[Stored items]
▬▬▬
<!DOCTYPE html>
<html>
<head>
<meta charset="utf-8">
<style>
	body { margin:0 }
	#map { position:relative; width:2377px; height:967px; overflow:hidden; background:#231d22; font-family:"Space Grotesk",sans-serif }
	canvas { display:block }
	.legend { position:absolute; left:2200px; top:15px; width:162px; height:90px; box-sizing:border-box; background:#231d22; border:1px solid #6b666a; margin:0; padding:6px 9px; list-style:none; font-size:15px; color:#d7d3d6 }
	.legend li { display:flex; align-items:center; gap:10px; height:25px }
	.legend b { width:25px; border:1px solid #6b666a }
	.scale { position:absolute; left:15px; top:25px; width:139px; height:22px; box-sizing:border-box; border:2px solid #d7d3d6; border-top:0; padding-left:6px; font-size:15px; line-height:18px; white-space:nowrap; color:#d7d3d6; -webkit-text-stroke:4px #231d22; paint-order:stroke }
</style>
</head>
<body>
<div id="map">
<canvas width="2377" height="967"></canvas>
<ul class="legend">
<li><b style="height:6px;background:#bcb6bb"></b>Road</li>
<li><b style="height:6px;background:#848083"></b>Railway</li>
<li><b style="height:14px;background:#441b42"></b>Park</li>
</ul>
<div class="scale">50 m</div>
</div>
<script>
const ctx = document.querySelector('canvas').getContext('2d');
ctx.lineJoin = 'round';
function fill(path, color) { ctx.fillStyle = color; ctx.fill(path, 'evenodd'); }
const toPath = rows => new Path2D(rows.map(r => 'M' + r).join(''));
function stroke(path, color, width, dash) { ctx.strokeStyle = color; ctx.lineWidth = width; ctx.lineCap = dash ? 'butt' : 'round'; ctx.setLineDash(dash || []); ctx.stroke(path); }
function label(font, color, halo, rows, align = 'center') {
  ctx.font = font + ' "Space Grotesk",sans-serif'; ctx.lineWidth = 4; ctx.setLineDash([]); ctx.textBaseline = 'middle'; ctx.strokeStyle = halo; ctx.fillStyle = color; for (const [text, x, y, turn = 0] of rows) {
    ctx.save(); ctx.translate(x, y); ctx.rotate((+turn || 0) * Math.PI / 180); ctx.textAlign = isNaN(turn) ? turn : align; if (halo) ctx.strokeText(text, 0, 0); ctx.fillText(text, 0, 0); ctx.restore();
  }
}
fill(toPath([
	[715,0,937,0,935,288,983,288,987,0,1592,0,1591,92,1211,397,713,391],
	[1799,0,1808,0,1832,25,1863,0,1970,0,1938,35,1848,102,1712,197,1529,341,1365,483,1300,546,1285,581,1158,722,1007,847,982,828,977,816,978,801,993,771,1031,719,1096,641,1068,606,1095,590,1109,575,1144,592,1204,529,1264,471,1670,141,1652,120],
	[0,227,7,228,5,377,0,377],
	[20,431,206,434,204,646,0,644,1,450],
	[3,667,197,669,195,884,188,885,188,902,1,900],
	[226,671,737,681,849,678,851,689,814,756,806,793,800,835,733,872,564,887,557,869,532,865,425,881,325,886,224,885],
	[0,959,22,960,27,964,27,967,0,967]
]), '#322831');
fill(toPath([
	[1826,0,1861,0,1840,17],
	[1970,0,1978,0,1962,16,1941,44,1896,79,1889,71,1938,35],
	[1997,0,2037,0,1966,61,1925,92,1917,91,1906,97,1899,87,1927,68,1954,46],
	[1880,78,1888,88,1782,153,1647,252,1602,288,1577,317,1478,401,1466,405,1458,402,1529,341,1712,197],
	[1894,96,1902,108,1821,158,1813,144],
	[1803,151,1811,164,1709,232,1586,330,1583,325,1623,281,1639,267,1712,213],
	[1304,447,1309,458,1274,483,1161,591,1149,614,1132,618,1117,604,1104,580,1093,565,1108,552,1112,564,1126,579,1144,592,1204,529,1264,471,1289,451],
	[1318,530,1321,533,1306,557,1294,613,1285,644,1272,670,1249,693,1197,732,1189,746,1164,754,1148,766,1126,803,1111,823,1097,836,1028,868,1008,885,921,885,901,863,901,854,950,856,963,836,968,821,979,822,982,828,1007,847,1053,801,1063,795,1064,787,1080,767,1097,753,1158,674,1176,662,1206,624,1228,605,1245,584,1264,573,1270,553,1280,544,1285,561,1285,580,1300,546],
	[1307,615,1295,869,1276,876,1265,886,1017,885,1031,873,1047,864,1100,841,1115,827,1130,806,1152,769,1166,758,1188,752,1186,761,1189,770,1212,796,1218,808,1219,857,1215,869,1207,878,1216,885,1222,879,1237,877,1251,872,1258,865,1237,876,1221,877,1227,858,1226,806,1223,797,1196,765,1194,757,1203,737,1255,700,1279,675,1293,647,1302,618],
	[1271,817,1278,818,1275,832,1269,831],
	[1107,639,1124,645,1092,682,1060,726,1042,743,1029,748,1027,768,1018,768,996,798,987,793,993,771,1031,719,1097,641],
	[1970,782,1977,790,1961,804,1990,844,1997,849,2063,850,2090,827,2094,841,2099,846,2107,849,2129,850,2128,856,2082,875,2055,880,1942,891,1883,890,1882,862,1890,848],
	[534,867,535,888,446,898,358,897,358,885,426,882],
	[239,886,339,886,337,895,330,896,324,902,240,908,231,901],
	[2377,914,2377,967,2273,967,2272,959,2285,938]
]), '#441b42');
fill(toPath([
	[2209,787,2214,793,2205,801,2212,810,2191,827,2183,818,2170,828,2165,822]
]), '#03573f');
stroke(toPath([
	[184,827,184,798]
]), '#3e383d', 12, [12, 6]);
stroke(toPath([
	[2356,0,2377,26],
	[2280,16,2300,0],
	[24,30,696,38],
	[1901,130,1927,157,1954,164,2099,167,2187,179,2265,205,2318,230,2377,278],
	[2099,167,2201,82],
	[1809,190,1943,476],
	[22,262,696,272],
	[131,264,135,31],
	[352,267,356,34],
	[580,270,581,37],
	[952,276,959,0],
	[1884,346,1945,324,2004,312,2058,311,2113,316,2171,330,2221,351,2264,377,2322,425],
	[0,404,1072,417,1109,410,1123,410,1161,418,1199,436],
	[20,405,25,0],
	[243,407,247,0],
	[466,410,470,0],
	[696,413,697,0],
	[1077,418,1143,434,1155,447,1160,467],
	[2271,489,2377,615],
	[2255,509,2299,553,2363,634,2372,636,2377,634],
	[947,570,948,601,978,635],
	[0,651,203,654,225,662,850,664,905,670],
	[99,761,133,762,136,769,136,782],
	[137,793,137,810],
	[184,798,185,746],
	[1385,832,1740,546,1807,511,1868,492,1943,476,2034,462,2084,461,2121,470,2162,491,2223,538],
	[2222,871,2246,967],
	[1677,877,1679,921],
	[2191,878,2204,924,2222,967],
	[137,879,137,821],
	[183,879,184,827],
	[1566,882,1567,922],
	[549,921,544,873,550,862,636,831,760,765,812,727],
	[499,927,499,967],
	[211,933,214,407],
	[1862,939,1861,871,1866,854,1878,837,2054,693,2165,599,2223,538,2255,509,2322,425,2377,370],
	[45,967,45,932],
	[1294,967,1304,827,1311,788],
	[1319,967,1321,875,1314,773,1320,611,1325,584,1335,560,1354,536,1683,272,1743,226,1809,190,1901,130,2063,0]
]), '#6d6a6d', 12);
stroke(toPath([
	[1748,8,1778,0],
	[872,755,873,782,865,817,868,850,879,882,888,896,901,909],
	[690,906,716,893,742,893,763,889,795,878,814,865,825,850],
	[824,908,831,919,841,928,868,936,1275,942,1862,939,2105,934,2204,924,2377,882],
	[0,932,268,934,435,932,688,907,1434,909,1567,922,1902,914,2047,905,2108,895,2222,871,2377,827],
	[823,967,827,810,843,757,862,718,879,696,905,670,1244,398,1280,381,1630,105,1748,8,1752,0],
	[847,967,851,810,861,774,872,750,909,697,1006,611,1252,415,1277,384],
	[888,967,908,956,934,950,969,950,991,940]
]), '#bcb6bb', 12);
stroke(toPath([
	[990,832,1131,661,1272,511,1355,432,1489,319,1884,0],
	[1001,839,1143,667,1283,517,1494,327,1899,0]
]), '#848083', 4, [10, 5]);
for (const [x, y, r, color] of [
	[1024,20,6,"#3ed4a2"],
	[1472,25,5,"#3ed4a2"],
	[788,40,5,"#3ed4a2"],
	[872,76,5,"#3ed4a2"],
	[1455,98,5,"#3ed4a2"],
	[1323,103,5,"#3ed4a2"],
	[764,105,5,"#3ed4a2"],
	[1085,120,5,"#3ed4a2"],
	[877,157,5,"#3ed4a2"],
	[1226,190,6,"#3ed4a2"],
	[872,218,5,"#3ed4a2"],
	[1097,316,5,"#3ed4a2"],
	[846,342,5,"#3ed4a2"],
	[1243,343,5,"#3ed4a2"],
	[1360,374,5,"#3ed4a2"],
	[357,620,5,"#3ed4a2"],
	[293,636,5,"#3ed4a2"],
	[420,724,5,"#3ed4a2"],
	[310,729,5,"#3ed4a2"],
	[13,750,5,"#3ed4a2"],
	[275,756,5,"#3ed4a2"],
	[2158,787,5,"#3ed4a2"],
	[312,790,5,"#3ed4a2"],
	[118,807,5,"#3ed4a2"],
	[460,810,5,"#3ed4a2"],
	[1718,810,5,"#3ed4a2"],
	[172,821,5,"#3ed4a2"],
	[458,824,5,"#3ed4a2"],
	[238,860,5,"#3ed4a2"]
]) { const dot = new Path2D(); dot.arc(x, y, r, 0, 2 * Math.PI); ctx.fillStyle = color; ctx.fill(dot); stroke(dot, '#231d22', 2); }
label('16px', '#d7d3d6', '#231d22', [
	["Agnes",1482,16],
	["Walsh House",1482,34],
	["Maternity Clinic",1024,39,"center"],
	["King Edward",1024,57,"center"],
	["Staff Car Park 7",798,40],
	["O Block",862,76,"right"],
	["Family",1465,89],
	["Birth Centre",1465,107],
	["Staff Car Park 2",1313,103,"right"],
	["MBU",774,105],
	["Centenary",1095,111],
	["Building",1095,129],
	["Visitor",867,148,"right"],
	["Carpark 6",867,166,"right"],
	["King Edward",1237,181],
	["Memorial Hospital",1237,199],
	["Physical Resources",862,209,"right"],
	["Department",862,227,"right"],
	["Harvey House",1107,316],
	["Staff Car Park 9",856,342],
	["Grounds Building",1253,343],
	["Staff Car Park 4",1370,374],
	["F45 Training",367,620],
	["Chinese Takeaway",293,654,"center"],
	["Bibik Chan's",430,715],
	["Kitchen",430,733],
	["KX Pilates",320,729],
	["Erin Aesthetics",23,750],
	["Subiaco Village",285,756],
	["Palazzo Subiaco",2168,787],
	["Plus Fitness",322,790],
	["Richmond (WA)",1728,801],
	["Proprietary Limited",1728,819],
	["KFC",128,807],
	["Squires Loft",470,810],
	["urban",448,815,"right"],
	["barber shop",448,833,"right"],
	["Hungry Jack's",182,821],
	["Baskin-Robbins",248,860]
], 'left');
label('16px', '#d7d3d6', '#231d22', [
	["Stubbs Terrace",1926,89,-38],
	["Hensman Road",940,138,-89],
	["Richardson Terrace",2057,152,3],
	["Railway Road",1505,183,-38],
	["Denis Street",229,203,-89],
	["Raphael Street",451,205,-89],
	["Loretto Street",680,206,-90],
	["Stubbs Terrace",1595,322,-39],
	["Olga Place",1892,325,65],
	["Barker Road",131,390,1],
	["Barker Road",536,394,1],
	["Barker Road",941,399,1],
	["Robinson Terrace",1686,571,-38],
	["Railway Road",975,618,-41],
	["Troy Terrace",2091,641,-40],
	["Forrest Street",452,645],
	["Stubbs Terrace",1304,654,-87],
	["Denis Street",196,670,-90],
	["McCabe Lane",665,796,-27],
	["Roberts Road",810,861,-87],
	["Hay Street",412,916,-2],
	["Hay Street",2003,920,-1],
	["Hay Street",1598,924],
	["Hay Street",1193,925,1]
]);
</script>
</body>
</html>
▬▬▬
■ ACTIVITY: Extract from the data every line where "Math" shows up.

■ RESULT OF THE TASK:
    ctx.save(); ctx.translate(x, y); ctx.rotate((+turn || 0) * Math.PI / 180); ctx.textAlign = isNaN(turn) ? turn : align; if (halo) ctx.strokeText(text, 0, 0); ctx.fillText(text, 0, 0); ctx.restore();
]) { const dot = new Path2D(); dot.arc(x, y, r, 0, 2 * Math.PI); ctx.fillStyle = color; ctx.fill(dot); stroke(dot, '#231d22', 2); }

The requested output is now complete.